▸ **What you have to do**
Read through the lines below and copy the ones holding the string "stream".

[Saved data entries]
------------------------------

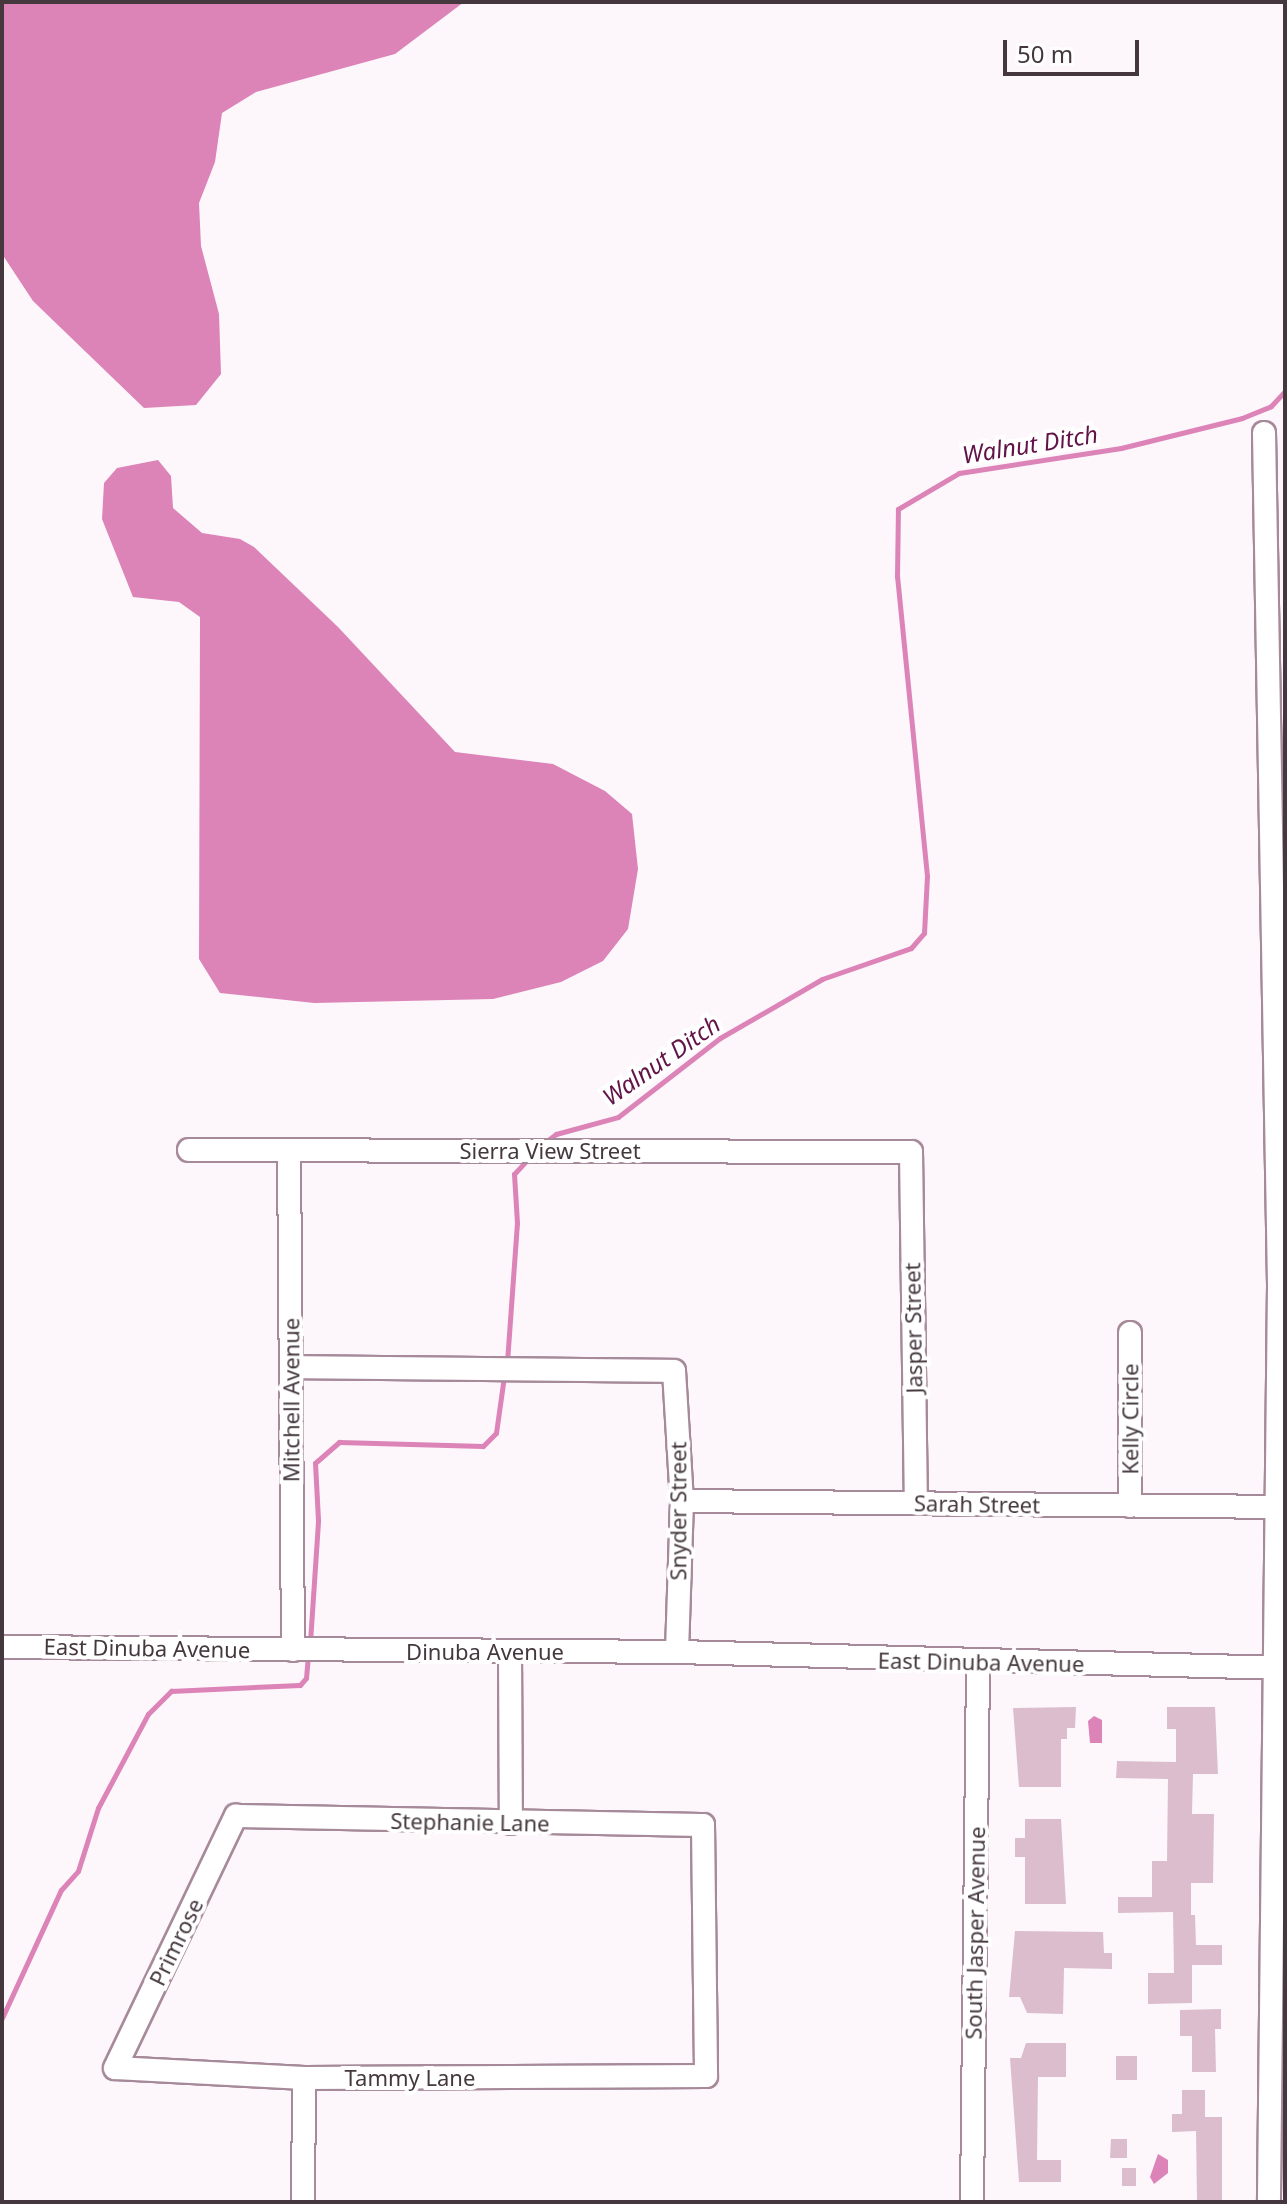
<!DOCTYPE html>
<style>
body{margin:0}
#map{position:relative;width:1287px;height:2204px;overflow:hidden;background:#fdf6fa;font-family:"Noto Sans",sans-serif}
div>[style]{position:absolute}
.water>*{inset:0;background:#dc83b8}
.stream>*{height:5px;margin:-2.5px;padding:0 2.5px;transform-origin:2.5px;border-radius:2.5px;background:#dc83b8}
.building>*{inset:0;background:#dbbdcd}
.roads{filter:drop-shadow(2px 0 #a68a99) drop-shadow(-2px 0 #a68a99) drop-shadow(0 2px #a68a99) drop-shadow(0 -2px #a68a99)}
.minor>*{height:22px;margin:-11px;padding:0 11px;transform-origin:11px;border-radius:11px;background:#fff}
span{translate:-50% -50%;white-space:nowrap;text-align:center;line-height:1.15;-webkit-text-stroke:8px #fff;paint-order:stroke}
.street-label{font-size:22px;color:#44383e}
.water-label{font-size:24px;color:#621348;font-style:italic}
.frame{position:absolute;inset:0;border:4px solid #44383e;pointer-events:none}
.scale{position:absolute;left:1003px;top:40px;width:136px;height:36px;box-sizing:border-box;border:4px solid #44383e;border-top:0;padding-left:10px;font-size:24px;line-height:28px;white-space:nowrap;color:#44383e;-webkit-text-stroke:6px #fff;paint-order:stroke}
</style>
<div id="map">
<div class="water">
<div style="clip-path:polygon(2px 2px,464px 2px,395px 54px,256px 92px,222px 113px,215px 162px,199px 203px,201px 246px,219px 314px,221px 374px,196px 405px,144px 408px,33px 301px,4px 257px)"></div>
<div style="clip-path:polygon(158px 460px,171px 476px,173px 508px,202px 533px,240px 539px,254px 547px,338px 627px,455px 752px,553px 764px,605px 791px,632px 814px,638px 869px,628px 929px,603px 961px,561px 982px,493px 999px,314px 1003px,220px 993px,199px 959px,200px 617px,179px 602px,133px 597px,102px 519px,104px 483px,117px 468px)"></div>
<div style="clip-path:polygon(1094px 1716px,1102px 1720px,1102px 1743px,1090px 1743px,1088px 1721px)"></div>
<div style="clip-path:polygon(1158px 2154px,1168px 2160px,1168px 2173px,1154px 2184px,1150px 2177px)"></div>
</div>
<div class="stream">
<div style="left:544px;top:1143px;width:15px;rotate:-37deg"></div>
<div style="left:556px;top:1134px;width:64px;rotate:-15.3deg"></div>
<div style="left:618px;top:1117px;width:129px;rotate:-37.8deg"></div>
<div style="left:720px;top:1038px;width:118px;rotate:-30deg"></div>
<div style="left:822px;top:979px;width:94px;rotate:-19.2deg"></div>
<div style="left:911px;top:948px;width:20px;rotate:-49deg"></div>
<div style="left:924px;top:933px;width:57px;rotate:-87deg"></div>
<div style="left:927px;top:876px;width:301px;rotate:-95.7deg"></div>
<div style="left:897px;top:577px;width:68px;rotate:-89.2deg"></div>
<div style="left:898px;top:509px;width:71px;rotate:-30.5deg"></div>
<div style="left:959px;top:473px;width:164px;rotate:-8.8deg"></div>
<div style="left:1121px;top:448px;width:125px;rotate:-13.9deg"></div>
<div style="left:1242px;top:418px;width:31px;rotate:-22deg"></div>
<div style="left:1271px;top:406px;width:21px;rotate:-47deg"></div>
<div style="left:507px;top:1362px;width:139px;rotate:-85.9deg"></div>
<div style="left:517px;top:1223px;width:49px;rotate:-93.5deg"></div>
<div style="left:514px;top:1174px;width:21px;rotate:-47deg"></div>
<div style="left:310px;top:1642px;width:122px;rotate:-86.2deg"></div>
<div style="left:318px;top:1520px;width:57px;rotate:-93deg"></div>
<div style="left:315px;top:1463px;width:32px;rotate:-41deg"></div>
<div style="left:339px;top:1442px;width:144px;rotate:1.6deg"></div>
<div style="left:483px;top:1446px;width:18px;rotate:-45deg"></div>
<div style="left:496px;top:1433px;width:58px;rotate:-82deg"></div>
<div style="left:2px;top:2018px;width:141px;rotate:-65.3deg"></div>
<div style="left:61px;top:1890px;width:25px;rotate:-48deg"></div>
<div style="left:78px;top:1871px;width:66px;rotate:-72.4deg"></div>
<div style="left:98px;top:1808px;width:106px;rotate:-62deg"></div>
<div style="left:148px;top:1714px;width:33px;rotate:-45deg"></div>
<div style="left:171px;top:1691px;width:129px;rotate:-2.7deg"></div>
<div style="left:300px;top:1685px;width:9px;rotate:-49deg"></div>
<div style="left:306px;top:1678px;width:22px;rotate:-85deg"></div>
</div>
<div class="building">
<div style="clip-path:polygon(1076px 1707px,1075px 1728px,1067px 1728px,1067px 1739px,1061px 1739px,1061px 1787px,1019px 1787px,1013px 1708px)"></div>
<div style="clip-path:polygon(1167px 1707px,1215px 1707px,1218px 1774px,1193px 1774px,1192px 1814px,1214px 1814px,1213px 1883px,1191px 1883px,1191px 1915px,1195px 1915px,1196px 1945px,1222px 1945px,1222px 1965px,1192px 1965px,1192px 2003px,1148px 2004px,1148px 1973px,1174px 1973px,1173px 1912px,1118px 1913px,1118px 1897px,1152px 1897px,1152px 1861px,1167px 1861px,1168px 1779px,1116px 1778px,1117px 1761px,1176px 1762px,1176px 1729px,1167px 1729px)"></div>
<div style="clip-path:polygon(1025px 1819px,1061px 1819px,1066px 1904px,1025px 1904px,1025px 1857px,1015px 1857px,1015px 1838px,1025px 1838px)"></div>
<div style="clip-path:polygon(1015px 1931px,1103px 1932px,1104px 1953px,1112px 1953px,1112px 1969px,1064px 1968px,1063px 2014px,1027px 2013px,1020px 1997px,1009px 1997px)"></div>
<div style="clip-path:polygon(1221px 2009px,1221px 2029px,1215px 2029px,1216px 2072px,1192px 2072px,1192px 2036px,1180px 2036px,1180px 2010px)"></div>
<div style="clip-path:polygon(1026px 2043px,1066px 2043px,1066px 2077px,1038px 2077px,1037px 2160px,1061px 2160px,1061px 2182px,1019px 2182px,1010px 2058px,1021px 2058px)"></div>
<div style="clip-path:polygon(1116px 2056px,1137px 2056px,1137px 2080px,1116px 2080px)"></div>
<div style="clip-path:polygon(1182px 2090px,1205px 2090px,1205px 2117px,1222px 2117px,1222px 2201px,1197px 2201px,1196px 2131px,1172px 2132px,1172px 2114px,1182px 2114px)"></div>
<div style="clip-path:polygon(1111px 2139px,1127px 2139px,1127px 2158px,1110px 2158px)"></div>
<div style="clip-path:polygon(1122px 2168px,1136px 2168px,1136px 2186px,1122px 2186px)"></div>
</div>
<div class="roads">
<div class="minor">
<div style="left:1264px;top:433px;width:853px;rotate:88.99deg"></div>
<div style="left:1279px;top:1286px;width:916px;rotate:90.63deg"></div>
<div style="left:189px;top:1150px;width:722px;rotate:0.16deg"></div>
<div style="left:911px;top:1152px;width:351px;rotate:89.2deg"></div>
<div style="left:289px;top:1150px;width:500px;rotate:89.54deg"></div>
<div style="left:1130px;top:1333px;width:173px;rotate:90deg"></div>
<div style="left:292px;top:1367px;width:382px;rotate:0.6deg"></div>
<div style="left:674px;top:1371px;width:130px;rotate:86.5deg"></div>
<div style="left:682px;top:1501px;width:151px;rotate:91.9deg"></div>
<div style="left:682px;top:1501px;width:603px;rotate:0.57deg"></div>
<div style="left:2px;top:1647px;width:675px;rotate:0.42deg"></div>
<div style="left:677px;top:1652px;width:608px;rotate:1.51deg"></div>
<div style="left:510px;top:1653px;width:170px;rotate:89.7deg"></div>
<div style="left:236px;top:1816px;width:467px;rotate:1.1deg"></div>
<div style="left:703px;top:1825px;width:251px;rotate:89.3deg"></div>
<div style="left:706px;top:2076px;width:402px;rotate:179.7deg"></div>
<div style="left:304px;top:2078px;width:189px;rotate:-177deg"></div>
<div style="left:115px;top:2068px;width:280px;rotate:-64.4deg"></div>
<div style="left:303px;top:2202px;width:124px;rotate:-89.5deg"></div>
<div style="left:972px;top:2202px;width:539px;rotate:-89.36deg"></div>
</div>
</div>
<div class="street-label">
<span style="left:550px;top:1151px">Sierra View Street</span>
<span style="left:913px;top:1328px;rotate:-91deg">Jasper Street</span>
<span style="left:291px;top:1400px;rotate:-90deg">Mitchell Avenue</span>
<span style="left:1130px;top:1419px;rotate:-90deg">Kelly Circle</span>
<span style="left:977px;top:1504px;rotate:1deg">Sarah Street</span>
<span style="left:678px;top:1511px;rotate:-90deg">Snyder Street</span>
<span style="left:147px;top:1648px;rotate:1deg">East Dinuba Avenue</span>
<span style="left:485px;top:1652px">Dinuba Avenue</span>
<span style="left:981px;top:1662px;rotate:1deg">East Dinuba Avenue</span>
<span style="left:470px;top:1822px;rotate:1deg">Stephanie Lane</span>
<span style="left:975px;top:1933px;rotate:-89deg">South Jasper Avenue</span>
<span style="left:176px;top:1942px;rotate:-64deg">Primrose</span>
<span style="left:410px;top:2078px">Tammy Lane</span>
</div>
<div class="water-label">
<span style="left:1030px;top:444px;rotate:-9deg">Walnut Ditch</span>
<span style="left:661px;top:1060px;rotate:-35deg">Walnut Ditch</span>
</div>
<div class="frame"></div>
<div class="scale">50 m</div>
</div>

------------------------------

▸ **Response below**
.stream>*{height:5px;margin:-2.5px;padding:0 2.5px;transform-origin:2.5px;border-radius:2.5px;background:#dc83b8}
<div class="stream">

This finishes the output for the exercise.